Ege Üniversitesi Peyzaj Mimarlığı Bölümü’nden mezun oldu. Adnan Menderes Üniversitesi-İşletme Bölümü’nden doktora unvanını aldı. Celal Bayar Üniversitesi’nde, Yönetim ve Organizasyon Anabilim Dalı’nda öğretim üyesi olarak görev yaptı. 2019 yılında, aynı üniversiteden emekli oldu. Şu anda Onbeş Kasım Kıbrıs Üniversitesi’nde rektör yardımcısı olarak görev yapmaktadır. 2020 yılında, tarıma olan hassasiyeti nedeniyle, Cemre Hareketi: Sürdürülebilir Tarım-Gıda Platformu’nu kurdu. Bu platform aracılığı ile ülkemizde, tarımda dijitalleşme ve döngüsel ekonomi uyumlu kooperatifçiliğin yaygınlaştırılması konusunda çalışmalarına devam etmektedir.

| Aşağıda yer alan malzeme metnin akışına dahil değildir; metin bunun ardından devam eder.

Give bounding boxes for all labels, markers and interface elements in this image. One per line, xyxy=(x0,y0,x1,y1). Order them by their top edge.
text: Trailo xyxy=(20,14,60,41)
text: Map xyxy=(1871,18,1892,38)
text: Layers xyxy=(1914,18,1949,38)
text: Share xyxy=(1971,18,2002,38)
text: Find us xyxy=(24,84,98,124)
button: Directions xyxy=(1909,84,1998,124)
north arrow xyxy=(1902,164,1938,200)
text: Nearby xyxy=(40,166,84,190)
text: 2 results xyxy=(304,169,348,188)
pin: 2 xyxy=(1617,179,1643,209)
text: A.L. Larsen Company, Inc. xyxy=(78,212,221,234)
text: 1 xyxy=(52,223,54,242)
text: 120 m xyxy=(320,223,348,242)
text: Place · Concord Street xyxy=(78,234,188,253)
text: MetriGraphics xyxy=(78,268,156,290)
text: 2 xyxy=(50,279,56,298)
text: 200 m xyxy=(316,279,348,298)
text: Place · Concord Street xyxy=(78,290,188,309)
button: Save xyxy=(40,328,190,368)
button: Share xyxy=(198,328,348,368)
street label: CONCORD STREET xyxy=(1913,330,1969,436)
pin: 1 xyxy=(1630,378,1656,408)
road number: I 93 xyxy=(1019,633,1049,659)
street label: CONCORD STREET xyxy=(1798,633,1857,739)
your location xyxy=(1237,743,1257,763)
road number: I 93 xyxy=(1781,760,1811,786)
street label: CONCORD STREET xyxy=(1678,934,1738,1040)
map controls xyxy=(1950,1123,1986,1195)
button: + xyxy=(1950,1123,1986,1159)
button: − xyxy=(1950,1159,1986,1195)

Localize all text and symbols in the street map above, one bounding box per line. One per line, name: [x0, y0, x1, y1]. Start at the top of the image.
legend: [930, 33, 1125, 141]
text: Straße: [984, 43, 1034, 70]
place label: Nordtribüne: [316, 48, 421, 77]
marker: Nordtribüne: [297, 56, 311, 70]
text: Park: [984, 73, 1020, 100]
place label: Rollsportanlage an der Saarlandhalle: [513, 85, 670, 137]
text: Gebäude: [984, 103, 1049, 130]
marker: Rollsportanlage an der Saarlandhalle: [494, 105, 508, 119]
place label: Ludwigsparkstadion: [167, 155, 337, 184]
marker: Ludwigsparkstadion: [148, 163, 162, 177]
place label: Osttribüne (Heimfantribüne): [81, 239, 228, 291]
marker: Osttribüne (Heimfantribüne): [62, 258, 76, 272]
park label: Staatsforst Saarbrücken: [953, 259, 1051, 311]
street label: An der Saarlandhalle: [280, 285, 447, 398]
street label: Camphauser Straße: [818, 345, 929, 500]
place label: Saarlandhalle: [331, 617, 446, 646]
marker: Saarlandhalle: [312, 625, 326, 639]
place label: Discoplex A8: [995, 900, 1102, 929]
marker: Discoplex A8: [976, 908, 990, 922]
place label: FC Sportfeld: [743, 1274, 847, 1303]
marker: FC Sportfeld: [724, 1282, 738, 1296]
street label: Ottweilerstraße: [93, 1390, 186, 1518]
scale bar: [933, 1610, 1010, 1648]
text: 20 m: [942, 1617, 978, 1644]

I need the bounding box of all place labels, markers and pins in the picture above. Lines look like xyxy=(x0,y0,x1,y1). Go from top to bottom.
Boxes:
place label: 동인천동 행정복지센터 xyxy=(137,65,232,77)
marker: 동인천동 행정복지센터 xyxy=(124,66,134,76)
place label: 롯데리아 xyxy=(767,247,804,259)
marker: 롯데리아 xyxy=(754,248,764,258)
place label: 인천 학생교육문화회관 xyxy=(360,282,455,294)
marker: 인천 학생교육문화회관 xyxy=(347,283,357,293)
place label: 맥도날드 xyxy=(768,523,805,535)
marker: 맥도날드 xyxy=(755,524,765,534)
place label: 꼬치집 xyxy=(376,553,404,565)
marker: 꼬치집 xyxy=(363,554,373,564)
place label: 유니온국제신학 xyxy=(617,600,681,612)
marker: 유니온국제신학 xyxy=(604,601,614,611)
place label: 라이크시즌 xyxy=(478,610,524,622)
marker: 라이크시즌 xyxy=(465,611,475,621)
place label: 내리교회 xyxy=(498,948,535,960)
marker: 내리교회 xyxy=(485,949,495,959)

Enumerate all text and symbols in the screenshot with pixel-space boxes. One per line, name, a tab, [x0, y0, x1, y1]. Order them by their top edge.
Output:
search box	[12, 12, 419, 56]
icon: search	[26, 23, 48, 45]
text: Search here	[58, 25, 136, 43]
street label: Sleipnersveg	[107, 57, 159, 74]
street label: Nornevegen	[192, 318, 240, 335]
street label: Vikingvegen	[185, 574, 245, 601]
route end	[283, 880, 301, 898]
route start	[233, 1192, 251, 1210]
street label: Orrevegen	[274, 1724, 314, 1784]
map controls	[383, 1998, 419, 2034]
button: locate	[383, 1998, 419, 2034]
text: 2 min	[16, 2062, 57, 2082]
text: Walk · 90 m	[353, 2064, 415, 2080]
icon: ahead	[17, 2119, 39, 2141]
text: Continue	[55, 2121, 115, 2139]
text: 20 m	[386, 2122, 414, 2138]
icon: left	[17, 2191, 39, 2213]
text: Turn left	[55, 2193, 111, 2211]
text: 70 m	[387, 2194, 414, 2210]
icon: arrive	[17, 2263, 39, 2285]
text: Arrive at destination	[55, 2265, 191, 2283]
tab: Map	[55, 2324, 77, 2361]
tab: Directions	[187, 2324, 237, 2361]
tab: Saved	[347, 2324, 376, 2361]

Çocukluğunuza yolculuk yapmaya ne dersiniz? Çocukluğunuza gidin ve hayatınızın olumsuzluklarıyla yüzleşin. Çocukluğunuzu affettiğiniz an kendinizi de affettiğinizi göreceksiniz... Yeni bir hayatla birbirinize kavuşacaksınız...
Aykut Oğut’un kitabını aldığımda, pek çok kişisel gelişim kitabında olduğu gibi, bu kitap bana ne katkı sağlayacak derken, birden yıllardır aradığım büyük bir ‘sır’la karşılaştım. Hepimizin bildiği gibi hayatımızdaki hikayelerin yazarı da, rol dağıtıcısı da sizsiniz. Hikayelerinizde rol alanlar da sizin senaryonuza uygun rol yapmak zorundalar, farklı bir şey yapmasalar dahi algılarınız onların farklı rollerde olmalarını engelliyor. Çünkü siz çok güçlü bir yazarsınız. Algılarınızdan çıkan ne ise o oluyor. Yani kaçış yok. Kendinize bir iyilik yapın ve film sektöründeki bu gücünüzü göz ardı etmeyin. Gerçekten mutlu olabilmek için önce kendimizi tanımalı, yapabileceklerimizi keşfetmeli, keşfettiklerimizi de benimsemeliyiz.
Görmezlikten gelirsek bizi mutsuz eden deneyimleri tekrar tekrar yaşar hale gelebiliriz. Her defasında canımız daha da acır. Canımız acır ise biz de başkalarının canını acıtırız. Başkalarını her acıttığımızda kendimizi acıtıyoruzdur. Yani ne ekiyorsak onu biçiyoruzdur.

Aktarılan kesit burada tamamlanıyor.